The Kettle River Recreation Area straddles the Kettle River between the Okanagan Plateau and Monashee Mountains, and brings to mind one of Canada’s most historic and scenic railway routes. The Kettle Valley Railway discontinued service between Beaverdell and Penticton in 1973, and the track was removed between Midway and Penticton in 1979-80, but the abandoned right-of-way runs through this recreational area, including a sturdy iron bridge spanning the Kettle River, and is an excellent hiking trail.
Remains of gold and silver mines that once brought thousands of people to this now peaceful area can be seen on the river’s eastern bank. If exploring this area, keep a sharp eye out for old mine shafts and adits, horizontal entrances or passages. Wondering about the name? A kettle is a peculiar geological formation left over from the most recent ice age. These steep-sided depressions, also known as potholes, mark the ground where ice boulders were once trapped between rocks.
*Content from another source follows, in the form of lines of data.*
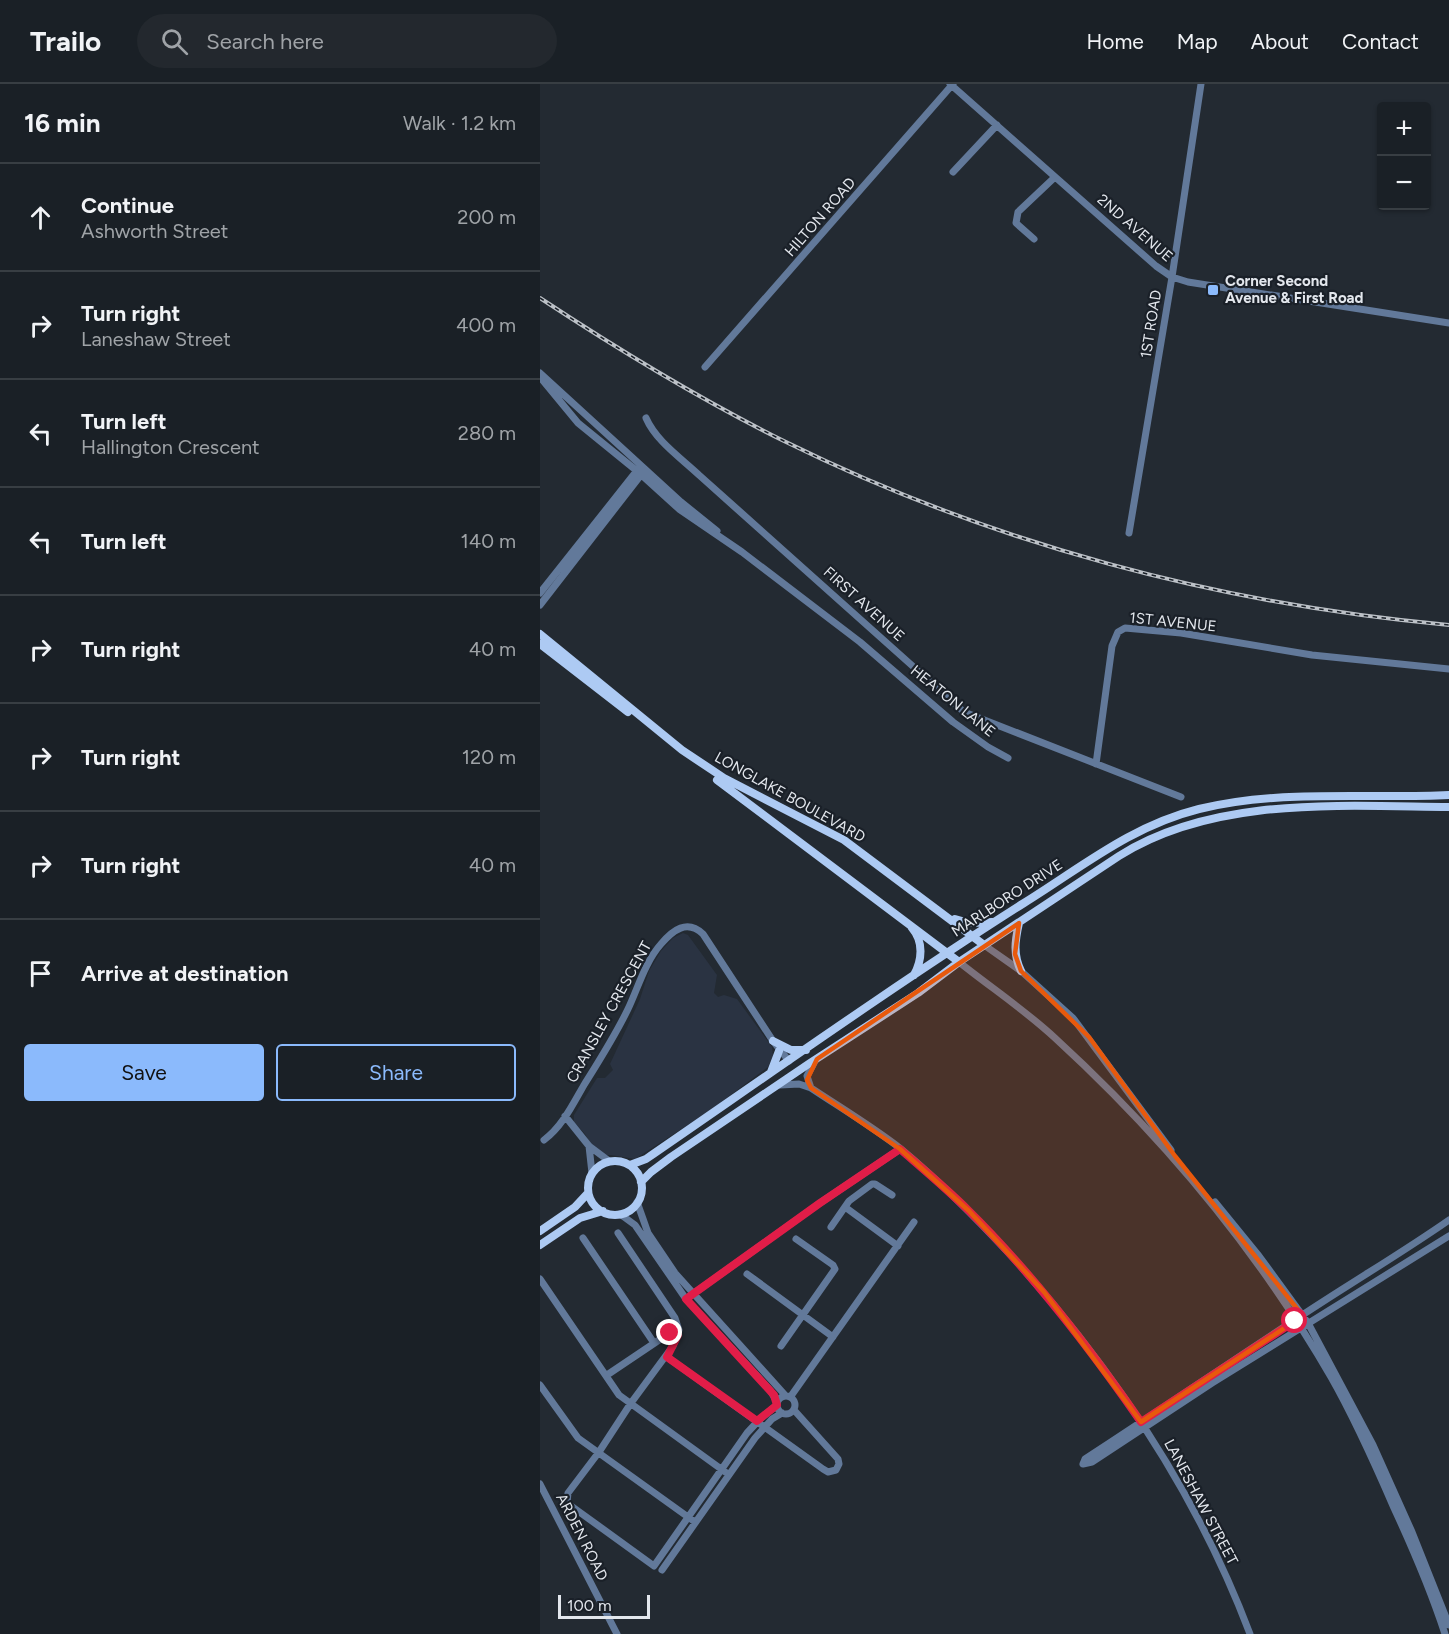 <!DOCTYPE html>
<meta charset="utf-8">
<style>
body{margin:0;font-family:Figtree,sans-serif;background:#23282e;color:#f1f3f6}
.controls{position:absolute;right:18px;top:18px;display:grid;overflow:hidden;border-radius:6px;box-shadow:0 2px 4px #0004}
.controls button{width:54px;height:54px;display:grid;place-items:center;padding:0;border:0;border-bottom:2px solid #383e43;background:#1a2026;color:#f1f3f6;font:30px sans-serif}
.scale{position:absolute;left:18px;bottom:15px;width:92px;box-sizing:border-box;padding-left:6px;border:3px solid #e3e7ed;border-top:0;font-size:16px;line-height:21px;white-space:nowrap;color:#e3e7ed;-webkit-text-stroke:4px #1a2028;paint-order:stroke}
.stop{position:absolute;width:18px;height:18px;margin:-14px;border:4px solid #e11d48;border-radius:50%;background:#fff}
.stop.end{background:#e11d48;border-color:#fff;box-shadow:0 2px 6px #0008}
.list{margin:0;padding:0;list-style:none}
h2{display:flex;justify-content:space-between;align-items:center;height:78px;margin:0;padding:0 24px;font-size:26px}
h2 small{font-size:20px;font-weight:400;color:#9fa3a7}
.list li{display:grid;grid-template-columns:39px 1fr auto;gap:18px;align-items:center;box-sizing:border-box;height:108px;padding:0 24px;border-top:2px solid #383e43}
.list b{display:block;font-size:22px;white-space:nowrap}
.list p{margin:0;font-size:20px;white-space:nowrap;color:#9fa3a7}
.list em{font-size:20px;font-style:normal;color:#9fa3a7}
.actions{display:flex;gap:12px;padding:18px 24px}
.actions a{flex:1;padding:14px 0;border:2px solid #8bbafc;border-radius:6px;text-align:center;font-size:21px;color:#8bbafc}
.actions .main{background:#8bbafc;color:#111}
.icon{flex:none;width:33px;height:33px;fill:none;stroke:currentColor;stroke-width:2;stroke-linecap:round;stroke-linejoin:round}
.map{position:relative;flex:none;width:909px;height:1550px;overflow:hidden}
header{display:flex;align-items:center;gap:36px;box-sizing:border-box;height:84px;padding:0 30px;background:#1a2026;border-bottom:2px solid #383e43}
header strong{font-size:28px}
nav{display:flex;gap:33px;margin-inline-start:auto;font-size:21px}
.search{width:420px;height:54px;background:#23282e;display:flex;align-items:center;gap:15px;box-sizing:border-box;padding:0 21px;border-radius:33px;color:#9fa3a7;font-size:22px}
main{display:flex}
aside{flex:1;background:#1a2026}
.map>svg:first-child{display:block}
.built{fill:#2a3342}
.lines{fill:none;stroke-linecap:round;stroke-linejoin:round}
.minor{stroke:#62799a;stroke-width:7}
.major{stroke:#adcaf3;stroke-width:8}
.rail-casing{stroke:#bcc1c7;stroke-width:4}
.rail{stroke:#1a2028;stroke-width:1.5;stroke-dasharray:4.5;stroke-linecap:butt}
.route{stroke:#e11d48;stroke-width:8}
.marked{fill:#e8590c;fill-opacity:0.2;stroke:#e8590c;stroke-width:4.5;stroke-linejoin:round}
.poi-dot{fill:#8bbafc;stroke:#1a2028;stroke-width:2}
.labels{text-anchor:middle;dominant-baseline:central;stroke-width:4.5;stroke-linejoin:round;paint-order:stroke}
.street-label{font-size:15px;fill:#e3e7ed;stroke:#1a2028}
.poi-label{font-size:15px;font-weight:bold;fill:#e3e7ed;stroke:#1a2028;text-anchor:start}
</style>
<header>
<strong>Trailo</strong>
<div class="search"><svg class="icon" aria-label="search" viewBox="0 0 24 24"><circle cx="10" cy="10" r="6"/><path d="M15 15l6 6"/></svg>Search here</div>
<nav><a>Home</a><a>Map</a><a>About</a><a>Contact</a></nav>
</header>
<main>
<aside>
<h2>16 min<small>Walk · 1.2 km</small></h2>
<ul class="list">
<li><svg class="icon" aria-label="ahead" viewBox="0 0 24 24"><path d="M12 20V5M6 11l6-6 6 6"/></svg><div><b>Continue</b><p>Ashworth Street</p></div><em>200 m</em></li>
<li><svg class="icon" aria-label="right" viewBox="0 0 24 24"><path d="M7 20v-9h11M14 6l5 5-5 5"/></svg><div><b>Turn right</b><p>Laneshaw Street</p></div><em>400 m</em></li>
<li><svg class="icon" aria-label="left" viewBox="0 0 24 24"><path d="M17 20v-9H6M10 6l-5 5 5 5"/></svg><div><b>Turn left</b><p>Hallington Crescent</p></div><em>280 m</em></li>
<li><svg class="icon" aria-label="left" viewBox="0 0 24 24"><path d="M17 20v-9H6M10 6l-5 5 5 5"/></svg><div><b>Turn left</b></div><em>140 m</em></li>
<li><svg class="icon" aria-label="right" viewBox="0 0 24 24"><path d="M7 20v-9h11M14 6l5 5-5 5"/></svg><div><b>Turn right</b></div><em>40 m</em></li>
<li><svg class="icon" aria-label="right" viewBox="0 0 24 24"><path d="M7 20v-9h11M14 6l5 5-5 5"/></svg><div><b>Turn right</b></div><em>120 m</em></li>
<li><svg class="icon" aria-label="right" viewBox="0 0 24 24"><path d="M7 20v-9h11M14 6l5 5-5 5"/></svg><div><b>Turn right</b></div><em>40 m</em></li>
<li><svg class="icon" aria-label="arrive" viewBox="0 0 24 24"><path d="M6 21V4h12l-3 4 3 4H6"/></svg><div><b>Arrive at destination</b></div></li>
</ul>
<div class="actions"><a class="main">Save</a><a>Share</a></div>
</aside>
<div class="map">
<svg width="909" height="1550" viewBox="0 0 909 1550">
<rect width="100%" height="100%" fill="#232a32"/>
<path class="built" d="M143,849l5,2 29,40 -3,18 4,4 6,-2 13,4 35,48 1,9 -5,11 -60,45 -73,47 -24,-4h-6l-11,-5 -9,-16 -11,-12v-7l23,-37h8l8,-8 -3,-6 30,-65 9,-28 12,-20 12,-13z"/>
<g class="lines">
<path class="minor" d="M410,0l206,182 16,11 16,5 261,41
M413,88l44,-47
M494,155l-18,-16 2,-11 37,-35
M165,283l248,-283
M0,289l141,129 36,29
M0,293l38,46 59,48 42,38 63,43 118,90 93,80 35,25 20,11
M106,334c10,23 35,40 53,57l265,237 217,85
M589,449l43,-256 29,-193
M0,509l99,-125
M0,521l104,-134
M556,680l16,-118 6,-14 7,-4 56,5 131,22 137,14
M444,861l37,26 52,47 98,132
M419,878c31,25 66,48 96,76 107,98 203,213 276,339 24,42 44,87 63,131 19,41 37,83 51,126
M240,1001l19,-1 12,4c30,20 62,39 90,61 41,34 78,72 114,111 98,109 183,236 235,374
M271,1004l-4,-12 8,-15
M25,1032l24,30 20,15
M4,1056c18,-13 29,-36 40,-55 15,-24 31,-49 44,-76 10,-21 17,-47 33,-65 12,-14 26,-25 42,-10l70,107 16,20
M49,1062l3,27
M97,1118l11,31 27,40 110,122
M675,1118l44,54 49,67 65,122 39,87 37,93
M305,1123l53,39
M80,1130l15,11 51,74 84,91 7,12
M291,1143l18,-26 23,-17h3l17,11
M78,1149l57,85 4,12 -6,16 -42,57 -32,49 -31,41 -1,10 87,63 93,-133 13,-14 17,-14
M43,1154l71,105
M207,1190l86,63
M0,1195l79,116 109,79
M146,1215l134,-96 80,-54
M241,1262l54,-77 -2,-4 -37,-26
M127,1273l156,112 5,3 8,-2 3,-6 -1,-5 -44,-49
M67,1291l58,-39 5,-3 8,2
M0,1301l38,53 117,84
M237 1321a9 9 0 1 1 18 0a9 9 0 1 1-18 0Z
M251,1312l123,-174
M543,1380l2,-5c88,-57 175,-118 264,-174 33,-21 67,-42 100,-65
M543,1380l9,-2 120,-79 237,-147
M0,1400l77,150
M122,1486l93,-132 17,-19 10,-6"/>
<path class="major" d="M0,550l142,116 42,28 120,62 140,105
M0,560l88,68
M177,696l242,182
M415,835l14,4 23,-1
M479,839c-4,18 -6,31 2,48
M372,844c12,14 10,32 2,47
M233,957l18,9h15
M231,988l8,-21
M48 1104a27 27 0 1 1 54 0a27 27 0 1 1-54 0Z
M90,1081l16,-6c125,-86 249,-174 378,-256 58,-36 107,-77 175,-94 81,-20 167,-10 250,-14
M101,1098l10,-10 20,-15 139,-94 108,-70 41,-31 160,-106c95,-60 223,-50 330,-49
M0,1147l35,-24 13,-14
M0,1161l40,-27 23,-7"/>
<g class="rail-casing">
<path id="rail" d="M0,214c79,52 161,102 246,144 207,102 433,162 663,183"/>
</g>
<use href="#rail" class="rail"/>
</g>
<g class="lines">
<path class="route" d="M130,1249l8,2 -11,22 90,64 20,-16 -3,-10 -88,-96 134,-96 80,-54c23,20 47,40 68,61 65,64 121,137 173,212l154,-101"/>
</g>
<path class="marked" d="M479,839l-4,31 6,17 68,66 86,119 128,160 -162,106 -97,-130 -75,-81 -69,-62 -89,-61 -4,-8 10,-21z"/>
<rect class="poi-dot" x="667" y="200" width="12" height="12" rx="3"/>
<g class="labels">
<g class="street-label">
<text transform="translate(280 133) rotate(-49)">HILTON ROAD</text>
<text transform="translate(595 144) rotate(41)">2ND AVENUE</text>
<text transform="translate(611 240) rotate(-81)">1ST ROAD</text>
<text transform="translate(324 520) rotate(42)">FIRST AVENUE</text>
<text transform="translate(633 538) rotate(6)">1ST AVENUE</text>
<text transform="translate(413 617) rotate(39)">HEATON LANE</text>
<text transform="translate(250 713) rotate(29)">LONGLAKE BOULEVARD</text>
<text transform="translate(467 814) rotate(-33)">MARLBORO DRIVE</text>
<text transform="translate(69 928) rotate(-61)">CRANSLEY CRESCENT</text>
<text transform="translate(661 1418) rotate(62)">LANESHAW STREET</text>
<text transform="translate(42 1453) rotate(63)">ARDEN ROAD</text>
</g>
<g class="poi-label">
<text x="685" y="197">Corner Second<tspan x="685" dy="17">Avenue &amp; First Road</tspan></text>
</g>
</g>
</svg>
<div class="controls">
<button>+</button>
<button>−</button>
</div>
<div class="scale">100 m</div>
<div class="stop" style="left:755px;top:1237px"></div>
<div class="stop end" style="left:130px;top:1249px"></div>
</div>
</main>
The river is well suited to canoeing and inner-tubing, but potential hazards do exist, so be sure to do some preliminary scouting. In winter, cross-country skiing and snowshoeing are favourite pastimes.
You can walk or hike as much or as little on the Kettle Valley Railway Trail, as you feel inclined to tackle. Stamina, more than conditioning, will determine if you complete the 24 km round trip between the trailheads. As the trail follows an abandoned railbed, the grade is moderate. Bikers, hikers, and horseback riders can pick up the trail at Grand Forks, Greenwood, or Midway (all along Hwy 3) or at Rock Creek, Westbridge, or Beaverdell (all along Hwy 33).
Myra Canyon, a lovingly restored section of the Kettle Valley Railway Trail offers bikers great views – there are no steep climbs or hairball singletracks, just some fun, casual riding. What makes the Myra Canyon section special are the 18 trestles and two tunnels you’ll pass over and through. Exercise caution when riding across the trestles. The Myra Canyon section is part of the historic route between Midway and Penticton.
Open May through September the park features 87 vehicle/tent campsites, including some group sites. The sites are located at a bend on the west bank of the Kettle River nestled in an area of Ponderosa pine and birchgrass. Facilities provided include pit toilets, picnic tables, fire pits, firewood, water and a sani-station. Recreational facilities include a children’s playground and some horseshoe pits. Fees are collected from May 1 – Sept 21 and campers who are self-sufficient and user maintained may stay in the campground until late October. After October, the campground is gated.
The Kettle River Recreation Area is located 6.5 km north of Rock Creek on Highway 33 in the Boundary Country region of British Columbia.